* DATA FOR ANALYSIS
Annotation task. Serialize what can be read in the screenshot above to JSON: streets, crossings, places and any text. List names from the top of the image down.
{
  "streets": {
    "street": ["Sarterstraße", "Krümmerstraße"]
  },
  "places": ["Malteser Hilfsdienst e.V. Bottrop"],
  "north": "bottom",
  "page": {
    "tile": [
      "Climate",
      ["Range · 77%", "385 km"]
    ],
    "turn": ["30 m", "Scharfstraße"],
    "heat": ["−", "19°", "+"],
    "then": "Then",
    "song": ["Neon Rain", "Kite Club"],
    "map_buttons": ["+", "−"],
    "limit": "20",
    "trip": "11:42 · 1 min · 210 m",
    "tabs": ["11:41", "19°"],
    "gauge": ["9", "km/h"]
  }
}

* WHAT TO PRODUCE
Each record above must be restated in full, word for word.

* OUTPUT FOR THIS EXERCISE
Annotation task. Serialize what can be read in the screenshot above to JSON: streets, crossings, places and any text. List names from the top of the image down.
{
  "streets": {
    "street": ["Sarterstraße", "Krümmerstraße"]
  },
  "places": ["Malteser Hilfsdienst e.V. Bottrop"],
  "north": "bottom",
  "page": {
    "tile": [
      "Climate",
      ["Range · 77%", "385 km"]
    ],
    "turn": ["30 m", "Scharfstraße"],
    "heat": ["−", "19°", "+"],
    "then": "Then",
    "song": ["Neon Rain", "Kite Club"],
    "map_buttons": ["+", "−"],
    "limit": "20",
    "trip": "11:42 · 1 min · 210 m",
    "tabs": ["11:41", "19°"],
    "gauge": ["9", "km/h"]
  }
}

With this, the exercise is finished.